First, with a few commands I could install the GNOME desktop as well as a new CINNAMON desktop developed for Linux Mint. It’s interesting that a desktop developed for one distro could run on another, but as Mint is built on Ubuntu it was not surprising. Second, I learned that the ugly launcher could be hidden via a System Setting that could accessed through a little gear icon in the corner of the display. This was a clue as to where Precise was hiding things. Third, I learned that Precise was implementing something called Heads Up Display(HUD). Query boxes could be brought up by hitting the ALT key on the keyboard, whatever that meant.

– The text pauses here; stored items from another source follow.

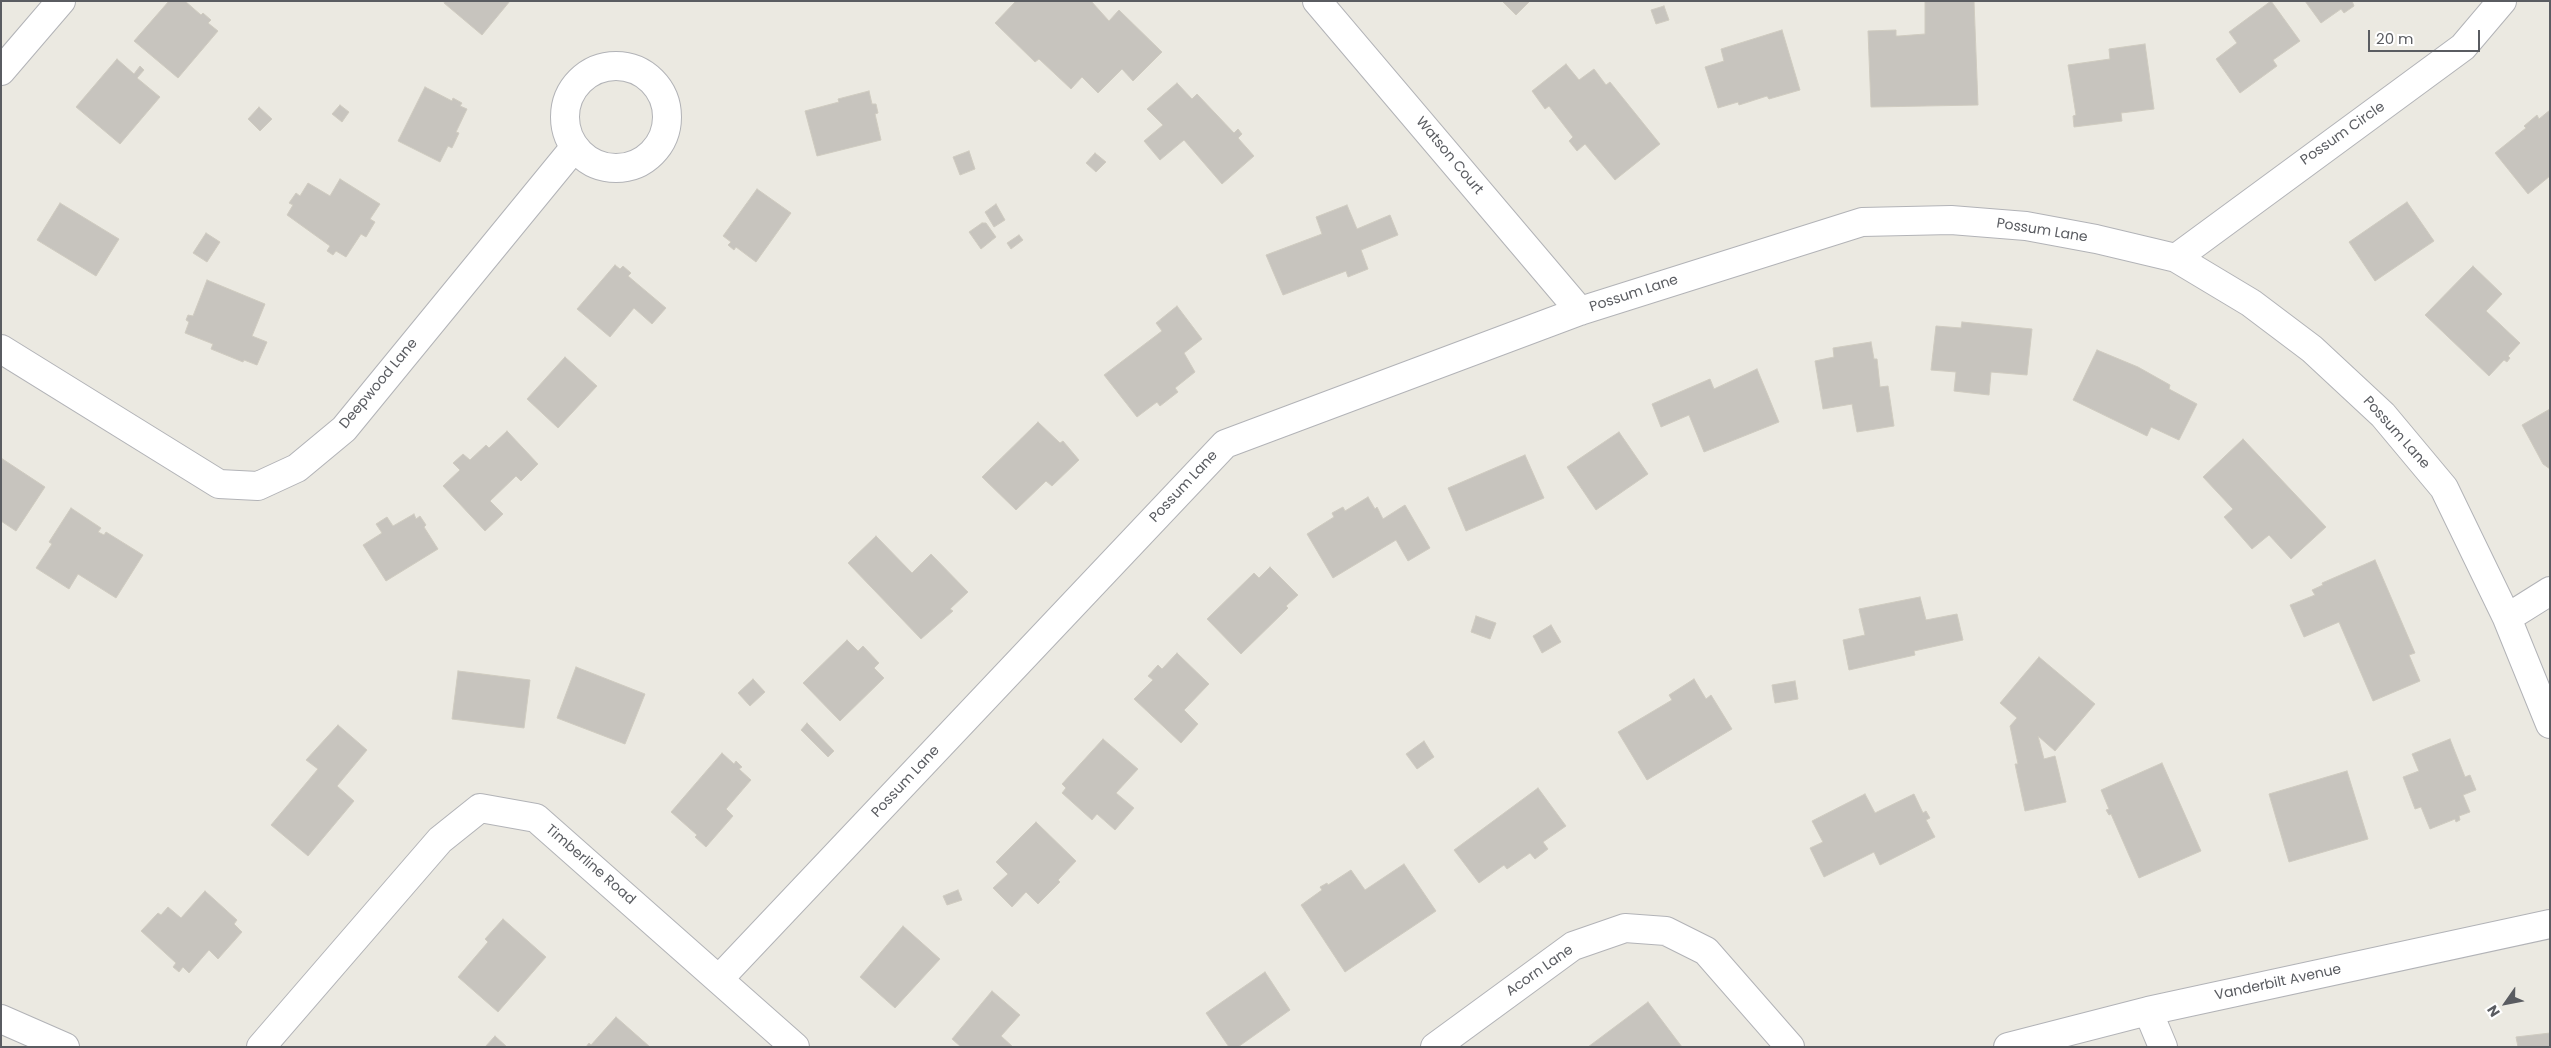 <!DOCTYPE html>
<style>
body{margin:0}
#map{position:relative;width:2551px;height:1048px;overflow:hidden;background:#ebe9e1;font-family:Poppins,sans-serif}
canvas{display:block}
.frame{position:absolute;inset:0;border:2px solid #5a5c61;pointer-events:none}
.north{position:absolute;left:2481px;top:978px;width:50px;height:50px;-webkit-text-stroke:4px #fff;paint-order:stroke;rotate:237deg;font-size:14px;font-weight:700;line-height:20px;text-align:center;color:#5a5c61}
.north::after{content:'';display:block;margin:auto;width:18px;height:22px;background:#5a5c61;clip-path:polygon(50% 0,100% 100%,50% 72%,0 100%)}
.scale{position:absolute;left:2368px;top:30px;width:112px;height:22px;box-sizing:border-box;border:2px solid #5a5c61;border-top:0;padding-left:6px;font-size:15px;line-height:18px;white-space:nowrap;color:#5a5c61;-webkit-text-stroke:4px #fff;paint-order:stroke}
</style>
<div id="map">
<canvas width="2551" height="1048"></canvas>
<div class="frame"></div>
<div class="north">N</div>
<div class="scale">20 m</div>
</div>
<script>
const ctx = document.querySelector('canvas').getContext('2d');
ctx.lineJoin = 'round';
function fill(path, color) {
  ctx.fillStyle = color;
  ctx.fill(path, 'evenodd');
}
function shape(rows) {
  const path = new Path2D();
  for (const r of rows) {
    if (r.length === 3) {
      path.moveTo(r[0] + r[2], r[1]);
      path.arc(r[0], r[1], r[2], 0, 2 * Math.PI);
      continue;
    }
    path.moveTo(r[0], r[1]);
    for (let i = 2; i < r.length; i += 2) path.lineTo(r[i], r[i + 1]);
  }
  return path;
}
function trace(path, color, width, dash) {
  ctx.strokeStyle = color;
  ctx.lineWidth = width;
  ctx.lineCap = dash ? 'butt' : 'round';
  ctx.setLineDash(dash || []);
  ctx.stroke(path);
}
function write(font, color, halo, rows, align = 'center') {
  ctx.font = font + ' Poppins,sans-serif';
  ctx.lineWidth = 4;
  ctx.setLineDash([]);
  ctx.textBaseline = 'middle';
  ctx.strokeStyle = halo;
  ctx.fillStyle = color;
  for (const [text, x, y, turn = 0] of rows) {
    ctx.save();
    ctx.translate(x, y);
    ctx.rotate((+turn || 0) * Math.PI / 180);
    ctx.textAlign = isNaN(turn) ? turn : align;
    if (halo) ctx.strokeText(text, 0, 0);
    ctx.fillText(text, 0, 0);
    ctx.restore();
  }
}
const building = shape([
 [169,1,185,1,201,15,203,13,211,20,208,23,218,31,178,78,134,41,169,1],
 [445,1,510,1,482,35,444,3,445,1],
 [1016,1,1091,1,1109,21,1119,10,1162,52,1133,81,1122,69,1098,93,1082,77,1071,89,1039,59,1035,62,995,23,1016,1],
 [1502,1,1530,1,1516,15,1502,1],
 [1925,1,1974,1,1978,105,1871,107,1868,31,1896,30,1896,36,1899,36,1925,34,1925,1],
 [2271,1,2300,41,2273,60,2277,66,2240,93,2216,59,2237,43,2229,32,2271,1],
 [2305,1,2352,1,2354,6,2344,13,2341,9,2321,23,2305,1],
 [1664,6,1669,20,1656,24,1651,10,1664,6],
 [1782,30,1800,90,1769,99,1767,96,1739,105,1738,102,1718,108,1705,67,1724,61,1721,49,1782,30],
 [2145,44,2154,109,2121,113,2122,121,2074,127,2073,116,2076,115,2068,65,2110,59,2109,49,2145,44],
 [117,59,134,74,140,66,144,70,137,78,160,97,120,144,76,107,117,59],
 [1566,64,1579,80,1594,69,1606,85,1610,82,1660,144,1615,180,1585,144,1577,151,1569,141,1573,137,1549,106,1545,109,1532,91,1566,64],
 [1177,83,1192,99,1197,94,1234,133,1238,129,1242,134,1238,138,1254,156,1222,184,1184,140,1160,160,1144,141,1163,125,1147,109,1177,83],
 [425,87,452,101,453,98,462,103,460,106,467,109,456,132,459,133,452,148,448,146,440,162,398,141,425,87],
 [869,91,872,104,876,104,878,113,875,114,881,140,817,156,805,111,839,102,838,99,869,91],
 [340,105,349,112,342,122,332,114,340,105],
 [259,107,272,119,260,131,248,119,259,107],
 [2550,110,2550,176,2528,194,2495,153,2526,128,2524,126,2537,115,2539,119,2550,110],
 [969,151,975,169,960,175,953,157,969,151],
 [1095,153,1106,162,1096,172,1086,163,1095,153],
 [340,179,380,204,370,219,375,222,366,237,361,234,346,257,336,251,333,255,327,251,330,246,287,215,293,205,289,203,296,193,300,196,308,183,330,196,340,179],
 [757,189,791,213,756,262,736,247,734,250,728,245,731,242,723,236,757,189],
 [2407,202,2434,241,2375,281,2349,242,2407,202],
 [60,203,119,239,96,276,37,240,60,203],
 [996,204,1005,220,994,227,985,212,996,204],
 [1347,205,1357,229,1390,215,1398,235,1361,250,1368,269,1348,277,1346,271,1283,295,1266,255,1322,234,1316,217,1347,205],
 [982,223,986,223,996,237,981,249,969,232,982,223],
 [206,233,220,242,207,262,193,253,206,233],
 [1019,235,1023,240,1011,249,1007,243,1019,235],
 [615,265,620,269,623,266,631,273,628,276,666,308,652,324,634,308,610,337,577,309,615,265],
 [2473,266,2502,294,2486,311,2520,343,2508,356,2510,358,2507,362,2504,360,2489,376,2425,315,2473,266],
 [207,280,265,304,252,336,267,342,257,365,244,360,243,362,211,349,213,344,185,333,189,322,186,320,188,315,193,316,207,280],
 [1177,306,1202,339,1184,353,1195,372,1175,388,1178,392,1160,406,1157,402,1137,417,1104,375,1162,331,1156,323,1177,306],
 [1962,322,2032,329,2027,375,1991,372,1989,395,1954,391,1956,372,1931,370,1936,326,1961,328,1962,322],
 [1871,342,1874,359,1877,359,1880,387,1888,386,1894,426,1857,432,1852,404,1823,409,1815,361,1834,357,1833,348,1871,342],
 [2097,350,2138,367,2170,385,2169,389,2197,404,2179,440,2151,427,2147,436,2073,400,2097,350],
 [565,357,597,386,558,428,527,399,565,357],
 [1757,369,1779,422,1704,452,1689,415,1661,427,1652,404,1710,379,1714,389,1757,369],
 [2550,409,2550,469,2543,464,2522,425,2550,409],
 [1038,422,1060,443,1063,441,1079,460,1052,486,1046,481,1016,510,982,477,1038,422],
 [507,431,538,464,521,481,516,476,490,501,503,514,485,531,443,486,460,470,453,463,463,454,470,460,486,445,489,448,507,431],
 [1619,432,1648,474,1596,510,1567,467,1619,432],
 [2243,439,2326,527,2291,559,2269,535,2252,549,2224,517,2233,509,2203,477,2243,439],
 [1525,455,1544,498,1466,531,1448,488,1525,455],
 [1,458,45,487,16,531,1,521,1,458],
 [1368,497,1375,509,1377,507,1383,519,1405,505,1430,548,1408,561,1396,540,1333,578,1307,534,1334,517,1332,513,1343,507,1345,511,1368,497],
 [71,508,101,528,98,532,104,535,106,532,143,555,116,598,78,574,69,589,36,568,52,544,49,542,71,508],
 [414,514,416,519,420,516,426,525,424,527,438,549,386,581,363,545,382,533,376,524,387,517,393,526,414,514],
 [876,536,912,573,931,554,968,592,950,609,953,611,921,639,848,563,876,536],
 [2375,560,2415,653,2409,655,2420,681,2373,701,2339,622,2304,637,2290,605,2315,595,2312,590,2323,585,2322,583,2375,560],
 [1270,567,1298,595,1286,606,1288,608,1241,654,1207,619,1254,573,1259,578,1270,567],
 [1920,597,1926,620,1957,614,1963,640,1914,651,1915,655,1849,670,1843,640,1865,635,1859,609,1920,597],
 [1476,616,1496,623,1490,639,1471,632,1476,616],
 [1551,625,1561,642,1542,653,1533,636,1551,625],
 [847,640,858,651,863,646,879,663,874,668,884,678,840,721,803,683,847,640],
 [1177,653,1209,684,1184,710,1198,724,1181,743,1134,699,1153,680,1148,676,1158,665,1162,669,1177,653],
 [2039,657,2095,704,2055,751,2038,736,2044,759,2055,756,2066,802,2025,811,2015,764,2018,764,2010,726,2017,718,2000,703,2039,657],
 [576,667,645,694,625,744,557,718,576,667],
 [458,671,530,680,524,728,452,719,458,671],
 [753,679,765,692,750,706,738,693,753,679],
 [1694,679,1706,699,1711,695,1732,729,1647,780,1618,732,1672,700,1669,695,1694,679],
 [1795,681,1798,699,1775,703,1772,685,1795,681],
 [807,723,834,751,828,757,801,730,807,723],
 [338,725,367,750,337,786,354,801,308,856,271,825,318,769,306,760,338,725],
 [1103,739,1138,769,1116,793,1134,808,1115,830,1097,814,1092,820,1062,793,1066,788,1062,784,1103,739],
 [2450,739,2465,777,2470,775,2476,790,2463,795,2470,812,2459,816,2460,820,2456,822,2455,819,2430,829,2421,807,2415,809,2403,777,2419,771,2412,754,2450,739],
 [1424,741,1434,757,1417,769,1406,754,1424,741],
 [722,753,734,764,736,761,742,767,739,769,751,780,726,809,733,816,706,847,695,837,697,835,671,812,722,753],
 [2162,763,2201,851,2139,878,2111,814,2109,815,2106,810,2109,809,2101,790,2162,763],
 [2347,771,2368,839,2289,862,2269,794,2347,771],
 [1538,788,1566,826,1543,842,1548,849,1535,859,1530,853,1507,869,1504,865,1479,883,1454,850,1538,788],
 [1865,794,1875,813,1914,794,1923,813,1926,811,1930,818,1926,820,1935,837,1880,865,1874,852,1824,877,1810,848,1823,842,1812,821,1865,794],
 [1036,822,1076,861,1058,880,1060,882,1038,904,1026,892,1012,907,993,888,1008,874,996,862,1036,822],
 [1404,864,1436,911,1345,972,1301,905,1322,890,1320,887,1327,883,1328,885,1351,870,1365,890,1404,864],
 [958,890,962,900,947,905,943,896,958,890],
 [205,891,237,920,234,924,242,932,218,959,209,950,189,973,183,967,179,972,173,967,176,963,141,931,158,913,161,915,168,907,181,918,205,891],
 [503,919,546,957,498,1012,458,977,488,942,485,939,503,919],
 [903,926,940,959,895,1008,860,977,903,926],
 [1265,972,1290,1010,1238,1047,1229,1047,1206,1013,1265,972],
 [992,991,1020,1015,1001,1036,1013,1047,961,1047,952,1039,992,991],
 [1648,1002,1682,1047,1588,1047,1648,1002],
 [616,1017,650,1047,586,1047,589,1043,591,1045,616,1017],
 [2550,1033,2550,1047,2518,1047,2516,1037,2550,1033],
 [495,1036,507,1047,485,1047,495,1036]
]);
const street = shape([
 [1317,1,1580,311],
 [616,117,51],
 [1,71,61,1],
 [2176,258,2463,47,2502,1],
 [1,349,219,484,258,486,297,468,344,429,574,148],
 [2507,618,2550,591],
 [719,979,1225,444,1580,311,1862,222,1951,220,2026,226,2096,239,2176,258,2251,303,2312,349,2383,415,2444,488,2507,618,2550,724],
 [2148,1011,2163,1047],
 [1,1019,65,1047],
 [261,1047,440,840,480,808,536,818,795,1047],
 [1435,1047,1573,946,1625,928,1666,931,1706,951,1790,1047],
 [2008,1047,2148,1011,2550,924]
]);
const streetNames = [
 ["Possum Circle",2343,134,-35],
 ["Watson Court",1449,156,50],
 ["Possum Lane",2042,231,9],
 ["Possum Lane",1634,294,-18],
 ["Deepwood Lane",379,384,-50],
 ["Possum Lane",2396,433,48],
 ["Possum Lane",1184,487,-47],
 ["Possum Lane",906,782,-47],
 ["Timberline Road",590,865,41],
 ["Acorn Lane",1540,971,-35],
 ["Vanderbilt Avenue",2278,983,-12]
];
fill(building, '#c7c4be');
trace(building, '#cfcbc0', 1);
trace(street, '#b2b3b7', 30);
trace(street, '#fff', 28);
write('14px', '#5a5c61', '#fff', streetNames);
</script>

I returned to the Linux box, managed to find a terminal and quickly installed the alternative desktops. With little delay I was soon enjoying the CINNAMON desktop. I really like this but unfortunately it’s not completely developed. I tried, without success, to install my wireless network printer. I thought that maybe if I figured out how to install the printer in Unity, it might work in CINNAMON. Logging back into Unity and following the instructions I quickly had the launchbar hidden and the printer installed. Then the light bulb in my brain suddenly clicked ON. Unity was trying to act like a Mac! The HUD thing was the equivalent of the Mac spotlight, the lauchbar was a dock! I didn’t need menus! Just type a few letters into the HUD box and you get what you want! I typed in “syn”, the built-in word completion showed Synaptic Package Manager and bingo, there it was. Yes, after a few more entries into the HUD I was convinced that this was a truly remarkable milestone in Ubuntu’s development.
The somewhat unintuitive task of software installation and removal has long been a criticism of Linux distros. Those of us comfortable on the command line do not represent the general population. The task has now been given to the Uuntu Software Center, accessed via a button in the launchbar. After finding the disired package(app) in the Ubuntu repository there are two simple buttons labelled “Install” and “Remove”. It can’t get any simpler than that. Now some of us, being the geeks that we are, will still insist on using the command line with its powerful options, however, it is clear that the Ubuntu delopers are striving for a Mac-like OS, OS X being famous for its ease of use. The terminal will not disappear but the need for its use will diminish over time. The need for exploring menus also diminishes as the query language becomes more intelligent. Precise already seems to be pretty smart.
OS X on the Mac is excellent but Mac hardware is expensive. Unlike versions of Windows from Microsoft, OS X can be installed without a license key. There is no “Apple Genuine Advantage” and if you are successful in its installation you will not encounter anti-theft booby traps. Find compatible hardware and you can have a “Hackintosh” desktop computer. In reality it’s much easier said then done. Windows is the most stolen and counterfeited OS in the world because it will run on so many hardware configurations. OS X will not. Apple does attack flagrant violators of its copyrights but does not seem to be concerned about individual hobbyists. Ubuntu is FREE open source software. It cannot be stolen. It will run on most any hardware that can support Windows. It behaves a lot like a Mac.
Yes, the launchbar is butt ugly, but I’m sticking with Precise until my next upgrade.